Alice generates two prime numbers ($p$ and $q$), uses those to compute $n = p q$, and $\phi(n) = (p-1) (q-1)$. Then she computes two values, $e$ and $d$ which are relatively prime to $n$. She sends over the publicly accessible values $n$ and $e$ to Bob, who encrypts his message $m$ by computing a value $c = m^e \bmod n$. He sends this publicly accessible value to Alice who then uses $d$ to compute $m = c^d \bmod n$.

If an eavesdropper intercepts their conversation and gets the value of $c = m^e \bmod n$ and knows $e$ and $n$, could he not just brute-force different values of $m$ to see which works?

Answer 1

If an eavesdropper intercepts their conversation and gets the value of $c$ (namely, $m^e \bmod n$) and knows $e$ and $n$, could he not just brute-force different values of $m$ to see which works?

Yes!

This is part of why we do not use the function $x \mapsto x^e \bmod n$ to encrypt messages directly.
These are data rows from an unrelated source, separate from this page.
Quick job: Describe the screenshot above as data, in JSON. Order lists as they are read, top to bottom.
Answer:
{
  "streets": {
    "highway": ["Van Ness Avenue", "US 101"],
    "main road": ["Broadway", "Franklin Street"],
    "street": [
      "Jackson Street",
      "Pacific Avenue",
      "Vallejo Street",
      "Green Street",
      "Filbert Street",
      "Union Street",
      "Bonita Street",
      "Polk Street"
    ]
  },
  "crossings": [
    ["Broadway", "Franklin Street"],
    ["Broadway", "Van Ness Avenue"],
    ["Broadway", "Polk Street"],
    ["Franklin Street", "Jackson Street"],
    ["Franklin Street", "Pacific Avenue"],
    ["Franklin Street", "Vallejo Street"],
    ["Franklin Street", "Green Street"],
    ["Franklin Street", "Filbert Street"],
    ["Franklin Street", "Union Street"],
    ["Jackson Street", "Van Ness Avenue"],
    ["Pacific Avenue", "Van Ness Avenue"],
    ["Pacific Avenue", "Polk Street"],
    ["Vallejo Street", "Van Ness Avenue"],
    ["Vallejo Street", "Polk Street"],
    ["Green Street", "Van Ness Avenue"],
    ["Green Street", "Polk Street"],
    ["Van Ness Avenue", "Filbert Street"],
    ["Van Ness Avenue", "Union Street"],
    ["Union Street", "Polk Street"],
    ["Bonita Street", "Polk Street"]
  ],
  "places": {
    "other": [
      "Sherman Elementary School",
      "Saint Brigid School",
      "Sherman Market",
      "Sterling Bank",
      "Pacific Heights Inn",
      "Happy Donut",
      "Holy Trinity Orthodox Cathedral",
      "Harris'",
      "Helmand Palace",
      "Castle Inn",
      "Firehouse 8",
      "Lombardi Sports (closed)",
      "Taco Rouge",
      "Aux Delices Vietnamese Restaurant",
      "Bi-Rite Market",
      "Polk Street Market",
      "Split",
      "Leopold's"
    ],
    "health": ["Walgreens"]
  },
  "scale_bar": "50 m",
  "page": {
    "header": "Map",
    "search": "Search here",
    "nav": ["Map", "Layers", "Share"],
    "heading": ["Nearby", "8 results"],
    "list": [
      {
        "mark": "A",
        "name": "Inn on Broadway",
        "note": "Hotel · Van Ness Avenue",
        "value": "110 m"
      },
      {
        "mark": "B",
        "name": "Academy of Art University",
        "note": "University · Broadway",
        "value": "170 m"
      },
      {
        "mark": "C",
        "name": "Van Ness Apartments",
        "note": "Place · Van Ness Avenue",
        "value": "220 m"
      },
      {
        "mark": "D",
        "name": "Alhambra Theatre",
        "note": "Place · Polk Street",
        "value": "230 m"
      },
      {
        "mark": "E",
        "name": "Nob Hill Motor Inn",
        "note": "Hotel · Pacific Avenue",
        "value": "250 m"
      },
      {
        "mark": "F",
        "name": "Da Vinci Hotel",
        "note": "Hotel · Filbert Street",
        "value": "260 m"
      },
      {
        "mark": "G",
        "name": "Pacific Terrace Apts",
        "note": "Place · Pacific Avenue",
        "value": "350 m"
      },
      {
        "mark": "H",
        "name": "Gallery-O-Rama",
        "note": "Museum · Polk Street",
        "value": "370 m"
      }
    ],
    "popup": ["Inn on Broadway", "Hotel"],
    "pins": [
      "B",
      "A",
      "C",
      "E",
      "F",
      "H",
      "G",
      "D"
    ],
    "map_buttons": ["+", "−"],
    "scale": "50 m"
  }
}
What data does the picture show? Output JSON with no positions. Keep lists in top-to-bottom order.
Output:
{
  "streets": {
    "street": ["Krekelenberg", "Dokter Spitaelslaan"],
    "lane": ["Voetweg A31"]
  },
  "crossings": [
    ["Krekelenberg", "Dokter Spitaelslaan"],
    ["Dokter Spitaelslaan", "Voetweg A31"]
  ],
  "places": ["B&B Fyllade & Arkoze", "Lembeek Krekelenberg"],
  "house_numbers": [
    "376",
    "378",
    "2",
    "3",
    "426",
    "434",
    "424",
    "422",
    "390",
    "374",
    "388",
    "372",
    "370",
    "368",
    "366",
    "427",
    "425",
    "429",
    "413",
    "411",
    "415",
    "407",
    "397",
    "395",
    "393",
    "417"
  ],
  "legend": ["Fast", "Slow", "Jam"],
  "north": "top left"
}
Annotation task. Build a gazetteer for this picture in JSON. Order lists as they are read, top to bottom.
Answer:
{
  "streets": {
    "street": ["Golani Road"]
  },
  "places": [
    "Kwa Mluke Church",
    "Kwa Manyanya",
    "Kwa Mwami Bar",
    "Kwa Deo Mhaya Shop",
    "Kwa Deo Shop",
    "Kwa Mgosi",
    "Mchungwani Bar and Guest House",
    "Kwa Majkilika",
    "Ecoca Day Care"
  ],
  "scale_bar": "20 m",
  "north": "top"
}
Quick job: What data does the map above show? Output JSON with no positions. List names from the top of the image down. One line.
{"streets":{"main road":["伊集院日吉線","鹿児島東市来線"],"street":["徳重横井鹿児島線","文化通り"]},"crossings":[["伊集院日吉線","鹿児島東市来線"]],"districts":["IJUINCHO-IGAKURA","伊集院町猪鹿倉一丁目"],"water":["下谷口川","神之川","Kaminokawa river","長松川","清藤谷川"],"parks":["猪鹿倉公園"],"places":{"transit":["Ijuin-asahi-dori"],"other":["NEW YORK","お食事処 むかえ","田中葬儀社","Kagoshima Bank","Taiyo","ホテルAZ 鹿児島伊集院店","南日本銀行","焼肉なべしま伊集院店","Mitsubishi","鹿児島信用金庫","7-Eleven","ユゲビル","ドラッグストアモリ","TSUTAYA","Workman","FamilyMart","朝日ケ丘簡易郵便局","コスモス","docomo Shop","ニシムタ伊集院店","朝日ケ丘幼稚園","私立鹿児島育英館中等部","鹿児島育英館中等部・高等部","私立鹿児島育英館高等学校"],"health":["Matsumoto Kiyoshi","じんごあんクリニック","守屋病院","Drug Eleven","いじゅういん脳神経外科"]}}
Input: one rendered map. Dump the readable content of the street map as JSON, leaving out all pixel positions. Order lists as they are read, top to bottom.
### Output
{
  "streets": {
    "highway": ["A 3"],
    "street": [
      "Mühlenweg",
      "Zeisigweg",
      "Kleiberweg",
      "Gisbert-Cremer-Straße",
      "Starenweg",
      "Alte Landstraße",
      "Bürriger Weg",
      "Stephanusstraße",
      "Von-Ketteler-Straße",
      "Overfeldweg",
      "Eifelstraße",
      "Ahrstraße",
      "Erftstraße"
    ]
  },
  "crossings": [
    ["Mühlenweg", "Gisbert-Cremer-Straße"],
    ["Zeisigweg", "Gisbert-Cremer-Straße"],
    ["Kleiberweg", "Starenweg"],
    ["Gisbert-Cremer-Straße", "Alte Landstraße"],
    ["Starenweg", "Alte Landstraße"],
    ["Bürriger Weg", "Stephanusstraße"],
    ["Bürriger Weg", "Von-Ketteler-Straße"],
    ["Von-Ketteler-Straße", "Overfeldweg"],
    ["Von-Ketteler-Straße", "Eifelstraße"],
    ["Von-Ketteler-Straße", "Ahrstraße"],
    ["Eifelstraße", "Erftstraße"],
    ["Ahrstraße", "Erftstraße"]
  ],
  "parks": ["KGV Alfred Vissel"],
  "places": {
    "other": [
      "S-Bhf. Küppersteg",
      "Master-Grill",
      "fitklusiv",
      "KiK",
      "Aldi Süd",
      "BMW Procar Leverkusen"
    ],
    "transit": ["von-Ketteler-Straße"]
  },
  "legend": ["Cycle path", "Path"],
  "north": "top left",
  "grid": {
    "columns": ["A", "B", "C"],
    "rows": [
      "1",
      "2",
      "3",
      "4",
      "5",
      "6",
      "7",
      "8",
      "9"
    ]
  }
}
Instead, a sensible sender will pick $x$ uniformly at random from all positive integers below $n$, use $k = H(x)$ to encrypt a message $m$ with their favorite symmetric-key authenticated cipher like NaCl crypto_secretbox_xsalsa20poly1305 or AES-GCM, and then transmit $x^e \bmod n$ alongside the ciphertext, so that the receiver can recover $x$ and derive $k$ to decrypt the ciphertext.

This system is called RSA-KEM. There are also more complicated systems like RSAES-PKCS1-v1_5 and RSAES-OAEP, where we pick $k$ up front and then shoehorn it into something that's close to a uniform random positive integer below $n$, but invariably we use a symmetric-key authenticated cipher to encrypt the actual message.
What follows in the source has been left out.